= Dilys Price =

Welsh educator, parachutist, and model (1932–2020)

Dilys Price (3 June 1932 – 9 October 2020) was a Welsh educator, parachutist, and model who held the record for the oldest female solo parachute jump at the age of 80. She founded the charity Touch Trust to provide art and creative movement activities.

==Career==
Until retirement Price was a senior lecturer at the Cardiff College of Education. She specialised in the art of movement and dance and had been taught by Rudolph Laban. From the 1970s she had become involved in applying her knowledge to the education of children and adults with special needs. Her innovations led to a new major option course in Adaptive Physical Education for Special Needs in the Physical Education Department at her college in the 1980s. She was a member of the team that led to the opening of the Wales Sports Centre for the Disabled in the (now) Cardiff Metropolitan University in 1996.

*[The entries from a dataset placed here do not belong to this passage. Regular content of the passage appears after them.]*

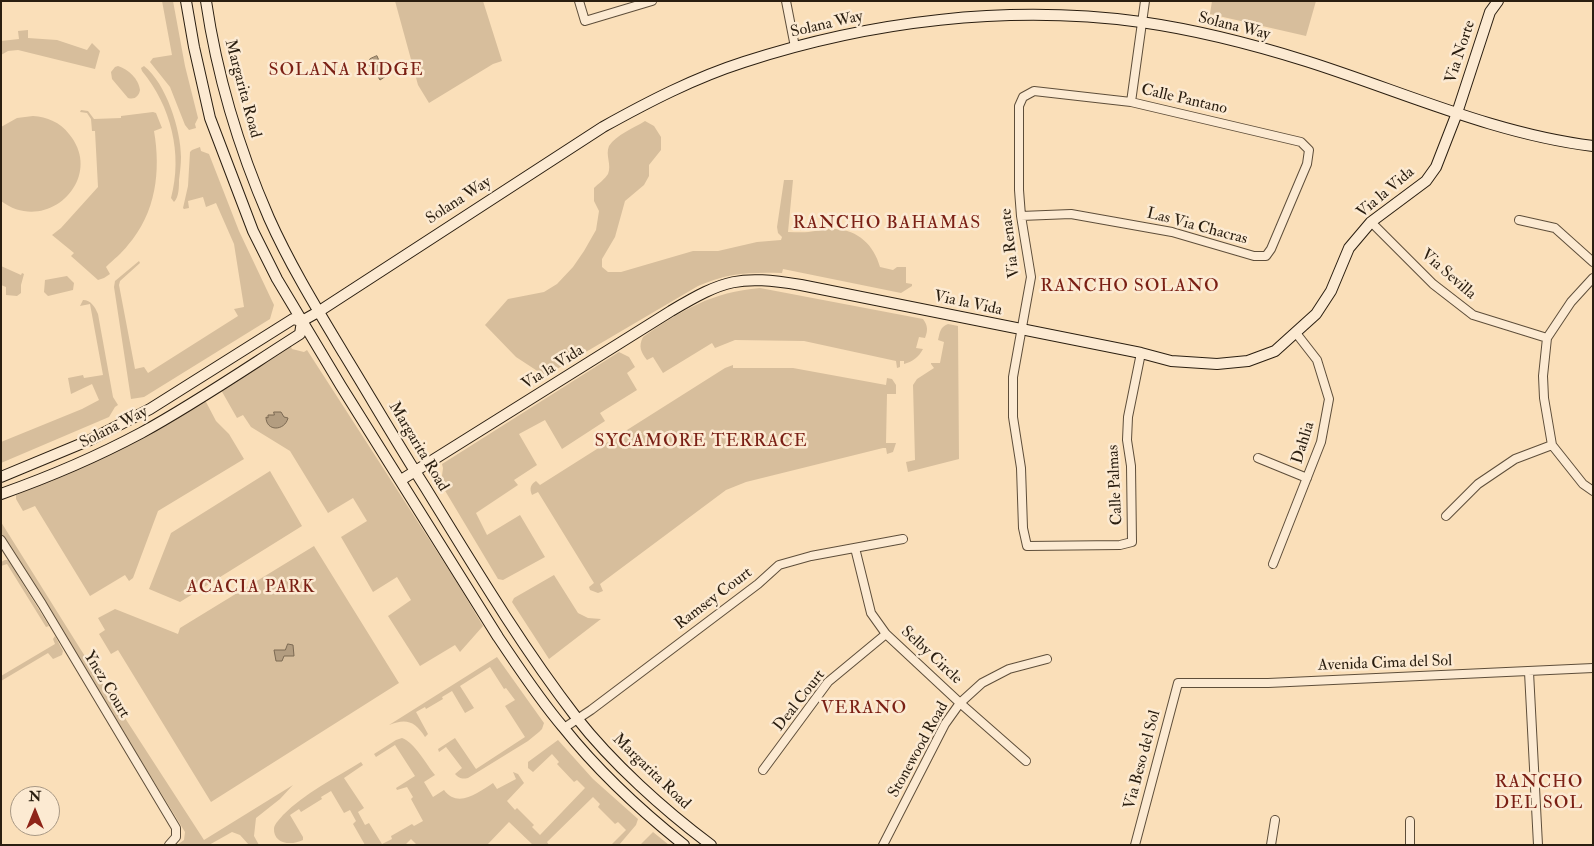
<!DOCTYPE html>
<style>
body{margin:0}
#map{position:relative;width:1594px;height:846px;overflow:hidden;background:#fadfb9;font-family:"IM FELL Double Pica",serif}
canvas{display:block}
.frame{position:absolute;inset:0;border:2px solid #2a1e10;pointer-events:none}
.north{position:absolute;left:10px;top:786px;width:50px;height:50px;box-sizing:border-box;background:#fcead2;border:1px solid #a89884;border-radius:50%;rotate:0deg;font-size:14px;font-weight:700;line-height:20px;text-align:center;color:#2a1e10}
.north::after{content:'';display:block;margin:auto;width:18px;height:22px;background:#8f2418;clip-path:polygon(50% 0,100% 100%,50% 72%,0 100%)}
</style>
<div id="map">
<canvas width="1594" height="846"></canvas>
<div class="frame"></div>
<div class="north">N</div>
</div>
<script>
const context = document.querySelector('canvas').getContext('2d');
context.lineJoin = 'round';
function paint(path, color) { context.fillStyle = color; context.fill(path, 'evenodd'); }
function stroke(path, color, width, dash) { context.strokeStyle = color; context.lineWidth = width; context.lineCap = dash ? 'butt' : 'round'; context.setLineDash(dash || []); context.stroke(path); }
function drawText(font, color, halo, rows, align = 'center') {
  context.font = font + ' "IM FELL Double Pica",serif'; context.lineWidth = 5; context.setLineDash([]); context.textBaseline = 'middle'; context.strokeStyle = halo; context.fillStyle = color; for (const [text, x, y, turn = 0] of rows) {
    context.save(); context.translate(x, y); context.rotate((+turn || 0) * Math.PI / 180); context.textAlign = isNaN(turn) ? turn : align; if (halo) context.strokeText(text, 0, 0); context.fillText(text, 0, 0); context.restore();
  }
}
paint(new Path2D(`
 M162,1h11l12,65 13,52 -3,6 1,4 -7,2 -4,-5 -15,-38 -20,-25 3,-4 19,-3z
 M395,1h88l19,60 -9,3 -64,39 -11,-18z
 M1212,1h104l-10,35 -96,-22z
 M28,30v8l29,2 30,10 5,-7 8,8 -5,18 -77,-19 -10,1 -7,4v-14l18,-2 -1,-8z
 M118,66c10,3 21,13 22,24 -1,6 -5,10 -12,8l-16,-19 -1,-7 4,-5z
 M144,66c22,17 37,64 37,91 0,7 -1,15 -2,23 0,7 0,17 -5,22l-3,-4c12,-44 0,-92 -29,-127l-1,-3z
 M81,110l7,1 6,8 27,-1v-2l32,-4 3,1 6,15 -8,3c7,40 2,82 -26,114 -6,8 -15,15 -22,22l4,7 -6,4 -6,2 -27,-24 3,-3 -22,-18 9,-7 37,-41 -3,-56h-3l-1,-12 -4,-6 -7,-1z
 M33,116c14,1 27,6 36,18 37,44 -22,102 -68,67v-74l16,-9z
 M645,121l9,5 7,11v13l-12,15v11l-5,9 -19,16 -10,36 -13,22v8l6,5h13l72,-21h25l39,-9 24,-2 1,-3 -4,-4 -1,-6 7,-47h9l-5,52c9,0 18,1 27,-1 7,0 13,-3 20,-2 23,1 39,16 45,38l13,3 4,-3h9v16l6,1v2l-11,7 -118,-24 -1,4c-31,-1 -55,0 -84,13l-153,90 -29,-19 -31,-32 23,-26 36,-7 13,-8 16,-17 11,-16 12,-21 3,-19 -5,-10v-13c4,-4 11,-9 14,-14 4,-9 -3,-19 1,-28 7,-11 25,-18 36,-25z
 M200,147l1,4 8,3 30,77 35,74 -4,14 -126,78 -13,2 -17,-112 1,-6 24,-20 1,2 -20,18 -1,4 16,84 9,-2 4,6 90,-57 -4,-7 10,-2 -10,-63 -18,-41 -10,4 -3,-10 -15,4 1,7 -5,1 -1,-1 5,-22 2,-34 2,-2z
 M1,266l20,9 1,-2 2,1 -3,11v8l-4,3 -11,-1v-8l-5,-2z
 M67,276l7,7 -1,7 -25,6 -4,-4 1,-12z
 M760,288l163,31c5,7 5,11 2,19l-6,-1 -3,11 7,1c-4,8 -11,13 -19,15v-3h-4v6l-3,1 -1,-7 -92,-20 -69,-1 -20,8 -3,-5 -49,30 -10,-16 -6,3c-6,-8 -9,-13 -4,-23 39,-27 69,-45 117,-49z
 M83,300c8,0 12,7 15,14l15,83 5,8 -3,2 -6,10 -108,46v-21l81,-33 17,-9 -7,-16 -21,10 -3,-16 15,-3 1,3 19,-3 -13,-71 -10,2z
 M948,324l10,2 1,133 -51,13 -2,-10 9,-2 -2,-75 4,-6 17,-11 -3,-4v-1h9l4,-21 -6,-2c2,-8 2,-13 10,-16z
 M290,345l2,4 12,3 3,-2 149,231 27,45 -23,26 -5,-7 -35,21 -32,-50 23,-16 -14,-23 -24,15 -32,-55 26,-16 -14,-23 -25,15 -38,-62 -39,-24 -8,-12 -6,3 -16,-28z
 M619,352l10,5 6,10 -8,6 10,17 -37,23 5,8 -43,28 -17,-29 -26,14 18,31 -23,15 4,5 -42,28 11,22 33,-20 25,42 -42,23 -5,-1 -57,-95 2,-16 -1,-4z
 M733,365v3h60l93,17 1,-7 5,1 4,6v9h-9l-1,49h10l-3,9 -6,2 -1,-6h-3l-137,34 -20,8 -126,94 3,7 -5,2 -8,-3 -1,-3 5,-4 -56,-91 -6,3c-3,-7 -1,-11 4,-14l4,4 185,-117z
 M205,400l11,21 13,13 15,25 -86,52 -25,67 -4,3 -4,-6 -35,21 -55,-90 -12,5 -7,-12v-4l41,-17z
 M270,471l32,55 -122,76 -31,-13 22,-56z
 M1,522l80,128 123,190 89,-55 -13,14 -24,19 -2,18 5,9h-10l-9,-10 -8,-3 -23,13h-32l7,-5 1,-8 -184,-299z
 M314,546l85,137 -188,119 -93,-152 -7,4 -12,-20 6,-4 -7,-12 17,-9 63,25 2,-6z
 M5,560h3l41,66 -3,1 -39,-63 -6,2v-4z
 M554,575l24,38 10,5 13,1 -52,40 -37,-57 2,-4z
 M55,636l8,15 -1,4 -9,4 -5,-6 -47,28v-5l54,-32 -2,-5z
 M497,657l47,66 -2,6 -3,3 -11,9 -60,37c-6,1 -8,1 -13,-4l7,-6 -16,-21 -7,5 -1,-3 17,-11 21,31 49,-32 -20,-31 10,-6 -9,-12 -2,1 -14,-22 -30,19 14,22 -9,5 -13,-22 -10,6 1,2 -17,10 -1,-2 -9,5 12,22 -3,3c-10,-16 -19,-19 -36,-12z
 M402,738c13,5 24,26 33,37l-11,7 9,15 11,-7c14,19 35,2 49,-7l4,6 19,-10 -3,-7 5,2 6,9 -17,18 8,9 2,-2 17,17 -2,2 8,8 45,-47 -8,-8 -3,2 -17,-18 2,-2 -7,-8 -19,18 -5,-4v-6l30,-22 35,39 45,40 -2,6 -17,20h-8l15,-15 -8,-8 -3,2 -17,-17 2,-3 -7,-7 -46,45 2,3h-16l-24,-23 -22,23h-70l-6,-6 -6,6h-40l-12,-21 3,-3 -6,-11 -6,3 -13,-22 -10,6 1,2 -21,13 -2,-3 -9,6 13,22v3c-12,6 -30,4 -29,-12 1,-5 6,-9 9,-13 22,-22 52,-37 78,-53l2,3 -19,13 20,30 -6,4 7,13 4,-2 13,21 10,-5 -1,-3 21,-12 2,2 9,-5 -12,-22 2,-2 -6,-10 -10,3 -1,-2 19,-12 -20,-31 -19,12 -2,-3 22,-14z
 M653,832l16,13h-29z`), '#d7be9c');
const water = new Path2D(`
 M377,56l9,20 -6,4c-3,-7 -8,-10 -12,-16l2,-5z
 M274,412h7l3,5 4,1c-3,13 -22,14 -22,-1l2,1v-3h6z
 M288,644l5,1 1,11h-10l-2,5h-6l-2,-11h11z`);
paint(water, '#b39d80');
stroke(water, '#7c6a53', 1);
const street = new Path2D(`
 M579,1l6,20 67,-20
 M786,1l9,46
 M1131,102l14,-101
 M1021,216l50,-2 101,18 82,24h12l5,-7 36,-85 2,-14 -8,-8 -170,-40 -97,-11 -11,6 -4,9v84l2,26 10,61 -18,100v40l8,51 2,60 4,18 93,-1 12,-3 -1,-76 -4,-26 1,-23 13,-64
 M1519,220l36,8 38,34
 M1371,222l62,62 40,31 74,23
 M1593,278l-22,24 -24,36 -4,38 1,22 8,47 31,39 10,7
 M1258,458l49,20
 M1446,516l32,-32 37,-25 37,-14
 M1,540l41,64 131,219 3,5v9l-7,8
 M855,548l16,65 15,21 74,69 66,58
 M1273,564l48,-122 8,-43 -12,-39 -21,-27
 M1529,672l9,173
 M564,728l27,-18 167,-126 21,-19 32,-9 92,-17
 M763,770l65,-88 58,-48
 M883,845l62,-121 15,-21 22,-20 27,-14 38,-10
 M1135,845l43,-162h90l325,-15
 M1271,845l4,-25
 M1410,845v-24`);
const secondary = new Path2D(`
 M186,1l8,46 16,71 43,113 24,48 64,107 157,251c21,31 41,62 65,90 35,44 77,83 121,118
 M206,1c11,75 33,148 63,217 21,47 48,91 75,136 27,44 53,89 81,133 48,78 95,157 151,230 36,46 88,93 135,128
 M1,477l89,-37 60,-31 143,-90 9,2 16,-9 285,-185c45,-25 91,-49 141,-65 126,-41 264,-58 397,-40 56,8 111,22 165,39 95,30 188,73 287,85
 M401,480l270,-169c54,-32 68,-36 130,-26l340,68 30,8 46,3 31,-3 27,-10 41,-37 15,-23 18,-43 22,-26 55,-41 10,-14 21,-54 33,-101 8,-11
 M1,494c48,-17 95,-37 140,-61 55,-30 107,-66 159,-99l2,-13`);
stroke(street, '#5e4e3a', 10);
stroke(secondary, '#2a1e10', 12);
stroke(street, '#fcead2', 8);
stroke(secondary, '#fcead2', 10);
drawText('16px', '#2a1e10', '#fcead2', [
 ["Solana Way",827,25,-13],
 ["Solana Way",1234,27,14],
 ["Via Norte",1461,52,-72],
 ["Margarita Road",242,89,75],
 ["Calle Pantano",1184,100,13],
 ["Via la Vida",1386,193,-40],
 ["Solana Way",459,201,-33],
 ["Las Via Chacras",1197,227,15],
 ["Via Renate",1011,243,-97],
 ["Via Sevilla",1448,275,41],
 ["Via la Vida",968,304,12],
 ["Via la Vida",553,368,-32],
 ["Solana Way",114,428,-27],
 ["Dahlia",1304,443,-73],
 ["Margarita Road",418,447,59],
 ["Calle Palmas",1116,485,-93],
 ["Ramsey Court",714,599,-37],
 ["Selby Circle",931,656,43],
 ["Avenida Cima del Sol",1385,664,-2],
 ["Ynez Court",106,685,59],
 ["Deal Court",800,701,-52],
 ["Stonewood Road",919,750,-61],
 ["Via Beso del Sol",1143,760,-75],
 ["Margarita Road",651,772,44]
]);
context.letterSpacing = '1px';
drawText('18px', '#7a1f14', '#fcead2', [
 ["SOLANA RIDGE",346,71],
 ["RANCHO BAHAMAS",887,224],
 ["RANCHO SOLANO",1130,287],
 ["SYCAMORE TERRACE",701,442],
 ["ACACIA PARK",251,588],
 ["VERANO",864,709],
 ["RANCHO",1539,783],
 ["DEL SOL",1539,804]
]);
context.letterSpacing = '0px';
</script>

Price founded the Touch Trust in 1996, which became a registered charity in 2000. The objective was movement education for people with autism, dementia and profound disabilities. She retired from any day-to-day role in the charity in 2015 but continued fundraising.

Price took up parachuting in 1986 and trained in the United States. She carried out more than 1,130 solo jumps around the globe. She specialised in the aesthetic maneuvers of freestyling and air acrobatics while falling. In 2000 she gained a silver medal at the British Parachute National competition for freestyle. She acquired the name "Daredevil Dilys". She made one jump from 28,000 ft which required an oxygen supply. On 13 April 2013 she carried out a parachute jump from Langar Airfield, Nottingham, UK, when she was 80 years and 315 days old which made her the oldest solo woman parachutist. This record still stood at the time of her death in 2020. After the 2013 jump, Price stopped doing solo jumps and sold her parachute when she was aged 86. Her parachute jumps raised thousands of pounds for charity. In 2017 she gave a TEDx talk in Cardiff about her parachuting.

In 2018 Price acted as a model for the Helmut Lang fashion brand in its 'Women of Wales' autumn collection.

== Personal life ==
Price was born 3 June 1932. Price married, had a son and later divorced. She died in October 2020.

==Awards and honours==
Price was appointed an OBE in 2003 for services to people with special needs. In 2017 she was singled out for special recognition for her work at the Pride of Britain Awards. In 2018, she was included by Wales' Women's Equality Network among 50 living women who have influenced Welsh life. She was made an honorary fellow at University of Wales Trinity Saint David in July 2018 and also Cardiff Metropolitan University.